Quelles ont été les grandes lectures, celles qui vous ont marqué pour la vie?

Dans mon enfance, Jules Verne, chantre de l’apogée de la civilisation européenne au XIX° siècle et la comtesse de Ségur, parfait manuel de bonne éducation, puis dès mon adolescence, Maupassant, Balzac, mais surtout les auteurs anglais des XVIII° siècle et XIX° siècle, avant de passer un peu plus tard à Virginia Woolf et aux écrivains de ce que l’on appelait alors le groupe de Bloomsbury.

Et les grandes rencontres ?

Le goût des livres m’a donné celui de leurs auteurs et ce fut ainsi que dans ma prime jeunesse je suis allé voir Ferdinand Bac, le dernier témoin du Second Empire, La Varende, puis Jean Giono, me trouvant par hasard près de chez lui, et enfin Marguerite Yourcenar dont les Mémoires d’Hadrien m’avaient enthousiasmé, me faisant aimer soudain tout ce qui m’avait tant ennuyé jadis pendant mes études. Une fois à Paris, j’ai connu beaucoup d’écrivains, dont Julien Green, le plus remarquable, mais la liste, là, serait trop longue…

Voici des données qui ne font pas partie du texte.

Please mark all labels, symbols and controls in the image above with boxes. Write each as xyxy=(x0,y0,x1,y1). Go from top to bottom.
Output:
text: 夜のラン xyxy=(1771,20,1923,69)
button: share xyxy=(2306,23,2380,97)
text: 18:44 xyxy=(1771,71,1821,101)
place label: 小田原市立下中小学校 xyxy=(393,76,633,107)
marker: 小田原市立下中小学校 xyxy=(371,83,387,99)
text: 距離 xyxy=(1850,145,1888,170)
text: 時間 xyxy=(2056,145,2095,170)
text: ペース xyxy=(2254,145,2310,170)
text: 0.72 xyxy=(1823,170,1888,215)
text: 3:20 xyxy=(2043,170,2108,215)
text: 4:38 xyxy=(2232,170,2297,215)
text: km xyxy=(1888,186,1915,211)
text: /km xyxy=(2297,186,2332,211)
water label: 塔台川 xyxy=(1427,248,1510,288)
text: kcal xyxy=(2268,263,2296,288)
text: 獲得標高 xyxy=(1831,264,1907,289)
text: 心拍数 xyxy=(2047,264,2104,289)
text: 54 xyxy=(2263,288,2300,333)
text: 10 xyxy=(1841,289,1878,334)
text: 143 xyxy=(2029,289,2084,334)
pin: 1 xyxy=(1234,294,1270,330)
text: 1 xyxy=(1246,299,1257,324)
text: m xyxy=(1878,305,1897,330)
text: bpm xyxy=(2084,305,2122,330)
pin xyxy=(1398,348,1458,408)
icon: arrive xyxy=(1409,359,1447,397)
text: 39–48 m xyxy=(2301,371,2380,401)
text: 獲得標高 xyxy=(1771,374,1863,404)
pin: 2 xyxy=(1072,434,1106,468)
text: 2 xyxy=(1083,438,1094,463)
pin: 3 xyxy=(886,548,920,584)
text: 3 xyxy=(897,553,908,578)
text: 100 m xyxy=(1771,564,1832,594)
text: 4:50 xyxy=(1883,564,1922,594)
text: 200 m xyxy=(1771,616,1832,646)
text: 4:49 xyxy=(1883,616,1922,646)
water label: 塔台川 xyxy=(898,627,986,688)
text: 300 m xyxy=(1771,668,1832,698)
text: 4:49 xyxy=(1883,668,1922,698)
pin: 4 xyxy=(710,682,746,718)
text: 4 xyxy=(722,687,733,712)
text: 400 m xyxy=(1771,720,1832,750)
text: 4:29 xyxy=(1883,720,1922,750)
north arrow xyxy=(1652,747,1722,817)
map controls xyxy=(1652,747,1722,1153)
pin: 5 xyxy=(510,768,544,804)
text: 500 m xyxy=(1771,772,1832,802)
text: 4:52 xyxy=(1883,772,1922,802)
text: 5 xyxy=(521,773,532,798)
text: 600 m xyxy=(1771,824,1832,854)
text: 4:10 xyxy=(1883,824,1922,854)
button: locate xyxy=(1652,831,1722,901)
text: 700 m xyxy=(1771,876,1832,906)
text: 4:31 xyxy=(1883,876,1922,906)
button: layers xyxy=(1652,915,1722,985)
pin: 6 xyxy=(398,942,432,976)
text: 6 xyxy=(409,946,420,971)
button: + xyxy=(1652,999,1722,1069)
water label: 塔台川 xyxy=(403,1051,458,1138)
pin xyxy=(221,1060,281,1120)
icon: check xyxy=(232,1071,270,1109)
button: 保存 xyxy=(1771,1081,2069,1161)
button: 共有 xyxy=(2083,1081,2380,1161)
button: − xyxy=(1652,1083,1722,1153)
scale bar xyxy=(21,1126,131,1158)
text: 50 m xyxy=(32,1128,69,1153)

Outre des ouvrages d’histoire (par exemple une Histoire de l’Emigration, que l’on réédite ces jours-ci), vous avez publié, chez Perrin, des biographies d’écrivains très remarquées : Madame de Staël, Proust, Chateaubriand, Le tour de Jules Verne en quatre-vingt livres. Pouvez-vous nous dire ce qui a motivé ces choix et ce que chacun de ces auteurs vous a apporté ?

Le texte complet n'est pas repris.